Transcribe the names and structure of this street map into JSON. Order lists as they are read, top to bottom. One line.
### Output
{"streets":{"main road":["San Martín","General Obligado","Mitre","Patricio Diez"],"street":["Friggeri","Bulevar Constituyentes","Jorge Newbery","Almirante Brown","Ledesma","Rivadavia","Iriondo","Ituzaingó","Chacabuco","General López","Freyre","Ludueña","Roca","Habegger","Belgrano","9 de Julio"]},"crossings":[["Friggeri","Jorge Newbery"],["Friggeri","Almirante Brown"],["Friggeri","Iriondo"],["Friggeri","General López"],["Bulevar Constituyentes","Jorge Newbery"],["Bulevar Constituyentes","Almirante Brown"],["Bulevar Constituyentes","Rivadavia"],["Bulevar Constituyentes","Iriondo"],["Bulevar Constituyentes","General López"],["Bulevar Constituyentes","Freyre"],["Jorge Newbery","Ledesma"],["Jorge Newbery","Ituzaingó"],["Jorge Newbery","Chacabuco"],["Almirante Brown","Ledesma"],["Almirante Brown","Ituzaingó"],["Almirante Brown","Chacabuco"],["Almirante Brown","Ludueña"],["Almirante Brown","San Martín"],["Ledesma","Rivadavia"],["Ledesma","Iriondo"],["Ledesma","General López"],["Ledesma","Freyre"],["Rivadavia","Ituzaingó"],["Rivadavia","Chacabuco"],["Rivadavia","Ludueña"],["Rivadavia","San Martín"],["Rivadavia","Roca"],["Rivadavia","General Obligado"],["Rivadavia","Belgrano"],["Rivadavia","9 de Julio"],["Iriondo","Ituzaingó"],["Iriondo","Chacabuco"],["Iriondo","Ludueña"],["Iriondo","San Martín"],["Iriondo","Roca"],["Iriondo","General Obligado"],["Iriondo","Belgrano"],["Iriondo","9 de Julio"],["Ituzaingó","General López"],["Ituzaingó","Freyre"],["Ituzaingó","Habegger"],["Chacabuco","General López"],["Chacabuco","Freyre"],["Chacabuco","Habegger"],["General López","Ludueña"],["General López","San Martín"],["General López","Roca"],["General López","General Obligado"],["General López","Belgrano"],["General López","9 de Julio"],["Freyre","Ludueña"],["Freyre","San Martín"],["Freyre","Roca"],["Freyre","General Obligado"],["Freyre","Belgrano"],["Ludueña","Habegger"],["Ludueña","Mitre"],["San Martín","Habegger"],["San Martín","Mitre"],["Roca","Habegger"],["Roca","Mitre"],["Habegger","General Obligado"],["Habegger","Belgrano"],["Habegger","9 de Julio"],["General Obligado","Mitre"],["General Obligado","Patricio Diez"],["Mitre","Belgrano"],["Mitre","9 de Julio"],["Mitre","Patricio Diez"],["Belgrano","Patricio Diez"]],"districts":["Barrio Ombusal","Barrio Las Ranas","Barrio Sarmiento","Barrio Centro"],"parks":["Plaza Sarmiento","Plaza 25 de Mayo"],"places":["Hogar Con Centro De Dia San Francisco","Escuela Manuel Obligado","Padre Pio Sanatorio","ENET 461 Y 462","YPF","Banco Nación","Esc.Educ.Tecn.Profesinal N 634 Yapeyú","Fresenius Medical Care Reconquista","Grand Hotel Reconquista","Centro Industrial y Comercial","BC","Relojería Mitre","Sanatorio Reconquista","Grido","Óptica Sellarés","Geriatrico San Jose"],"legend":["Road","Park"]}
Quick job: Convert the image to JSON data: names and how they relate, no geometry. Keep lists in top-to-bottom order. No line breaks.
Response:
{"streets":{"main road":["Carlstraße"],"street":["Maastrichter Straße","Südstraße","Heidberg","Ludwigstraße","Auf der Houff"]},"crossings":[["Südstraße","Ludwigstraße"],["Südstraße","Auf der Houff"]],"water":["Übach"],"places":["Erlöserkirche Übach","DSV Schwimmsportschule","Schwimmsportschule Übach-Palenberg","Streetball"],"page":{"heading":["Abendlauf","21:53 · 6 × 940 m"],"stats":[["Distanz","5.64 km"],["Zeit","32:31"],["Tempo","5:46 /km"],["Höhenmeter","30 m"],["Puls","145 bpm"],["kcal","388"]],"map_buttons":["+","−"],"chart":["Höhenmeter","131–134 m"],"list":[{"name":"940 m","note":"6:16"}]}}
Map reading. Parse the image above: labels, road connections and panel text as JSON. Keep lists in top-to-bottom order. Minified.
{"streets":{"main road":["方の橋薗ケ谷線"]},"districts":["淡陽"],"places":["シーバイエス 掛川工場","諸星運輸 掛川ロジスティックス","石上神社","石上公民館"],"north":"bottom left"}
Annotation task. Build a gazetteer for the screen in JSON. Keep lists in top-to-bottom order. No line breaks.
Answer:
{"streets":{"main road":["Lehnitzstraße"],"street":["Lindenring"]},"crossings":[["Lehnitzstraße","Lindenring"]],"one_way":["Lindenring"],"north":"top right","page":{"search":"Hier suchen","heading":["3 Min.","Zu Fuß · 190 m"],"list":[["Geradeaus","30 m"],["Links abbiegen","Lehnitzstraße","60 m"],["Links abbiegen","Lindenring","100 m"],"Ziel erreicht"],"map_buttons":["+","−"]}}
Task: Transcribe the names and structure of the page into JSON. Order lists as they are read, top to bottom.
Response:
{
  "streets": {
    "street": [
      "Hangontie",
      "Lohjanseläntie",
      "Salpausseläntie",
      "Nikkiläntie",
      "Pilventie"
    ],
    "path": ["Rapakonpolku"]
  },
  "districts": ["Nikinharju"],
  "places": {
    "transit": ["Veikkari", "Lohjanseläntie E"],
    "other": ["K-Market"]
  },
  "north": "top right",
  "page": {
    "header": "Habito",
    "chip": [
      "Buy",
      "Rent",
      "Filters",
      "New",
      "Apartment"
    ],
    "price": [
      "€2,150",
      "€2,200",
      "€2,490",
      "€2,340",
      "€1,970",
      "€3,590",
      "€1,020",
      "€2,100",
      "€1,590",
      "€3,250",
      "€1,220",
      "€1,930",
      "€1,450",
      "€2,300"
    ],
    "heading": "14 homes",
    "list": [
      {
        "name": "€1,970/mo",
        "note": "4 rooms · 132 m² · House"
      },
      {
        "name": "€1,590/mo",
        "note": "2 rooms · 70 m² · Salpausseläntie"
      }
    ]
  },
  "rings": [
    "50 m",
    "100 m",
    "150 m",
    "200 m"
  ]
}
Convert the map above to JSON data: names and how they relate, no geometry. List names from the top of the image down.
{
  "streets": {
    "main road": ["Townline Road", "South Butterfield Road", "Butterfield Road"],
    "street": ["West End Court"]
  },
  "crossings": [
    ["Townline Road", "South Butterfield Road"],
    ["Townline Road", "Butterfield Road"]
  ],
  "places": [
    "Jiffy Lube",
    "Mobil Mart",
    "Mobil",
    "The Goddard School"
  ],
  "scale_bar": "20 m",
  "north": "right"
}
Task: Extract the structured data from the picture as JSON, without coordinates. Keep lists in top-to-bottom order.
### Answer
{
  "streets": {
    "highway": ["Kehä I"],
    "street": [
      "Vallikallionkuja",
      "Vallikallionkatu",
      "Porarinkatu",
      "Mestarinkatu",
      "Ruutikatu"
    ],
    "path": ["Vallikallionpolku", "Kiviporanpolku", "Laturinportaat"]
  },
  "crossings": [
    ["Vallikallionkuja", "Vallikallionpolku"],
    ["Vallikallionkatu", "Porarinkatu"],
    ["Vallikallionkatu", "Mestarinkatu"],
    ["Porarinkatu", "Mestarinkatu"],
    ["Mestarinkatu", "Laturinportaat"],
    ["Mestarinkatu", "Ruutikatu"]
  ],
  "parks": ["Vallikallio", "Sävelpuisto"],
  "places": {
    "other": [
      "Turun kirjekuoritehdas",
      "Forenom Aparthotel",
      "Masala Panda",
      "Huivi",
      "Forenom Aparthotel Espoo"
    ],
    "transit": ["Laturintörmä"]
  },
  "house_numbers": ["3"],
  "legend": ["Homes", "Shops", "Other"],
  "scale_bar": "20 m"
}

═══

> _Assignment_:
The line containing "Convert the map" and every line after it, through the end of the records, should be repeated exactly and alone.

> _Completed exercise_:
Convert the map above to JSON data: names and how they relate, no geometry. List names from the top of the image down.
{
  "streets": {
    "main road": ["Townline Road", "South Butterfield Road", "Butterfield Road"],
    "street": ["West End Court"]
  },
  "crossings": [
    ["Townline Road", "South Butterfield Road"],
    ["Townline Road", "Butterfield Road"]
  ],
  "places": [
    "Jiffy Lube",
    "Mobil Mart",
    "Mobil",
    "The Goddard School"
  ],
  "scale_bar": "20 m",
  "north": "right"
}
Task: Extract the structured data from the picture as JSON, without coordinates. Keep lists in top-to-bottom order.
### Answer
{
  "streets": {
    "highway": ["Kehä I"],
    "street": [
      "Vallikallionkuja",
      "Vallikallionkatu",
      "Porarinkatu",
      "Mestarinkatu",
      "Ruutikatu"
    ],
    "path": ["Vallikallionpolku", "Kiviporanpolku", "Laturinportaat"]
  },
  "crossings": [
    ["Vallikallionkuja", "Vallikallionpolku"],
    ["Vallikallionkatu", "Porarinkatu"],
    ["Vallikallionkatu", "Mestarinkatu"],
    ["Porarinkatu", "Mestarinkatu"],
    ["Mestarinkatu", "Laturinportaat"],
    ["Mestarinkatu", "Ruutikatu"]
  ],
  "parks": ["Vallikallio", "Sävelpuisto"],
  "places": {
    "other": [
      "Turun kirjekuoritehdas",
      "Forenom Aparthotel",
      "Masala Panda",
      "Huivi",
      "Forenom Aparthotel Espoo"
    ],
    "transit": ["Laturintörmä"]
  },
  "house_numbers": ["3"],
  "legend": ["Homes", "Shops", "Other"],
  "scale_bar": "20 m"
}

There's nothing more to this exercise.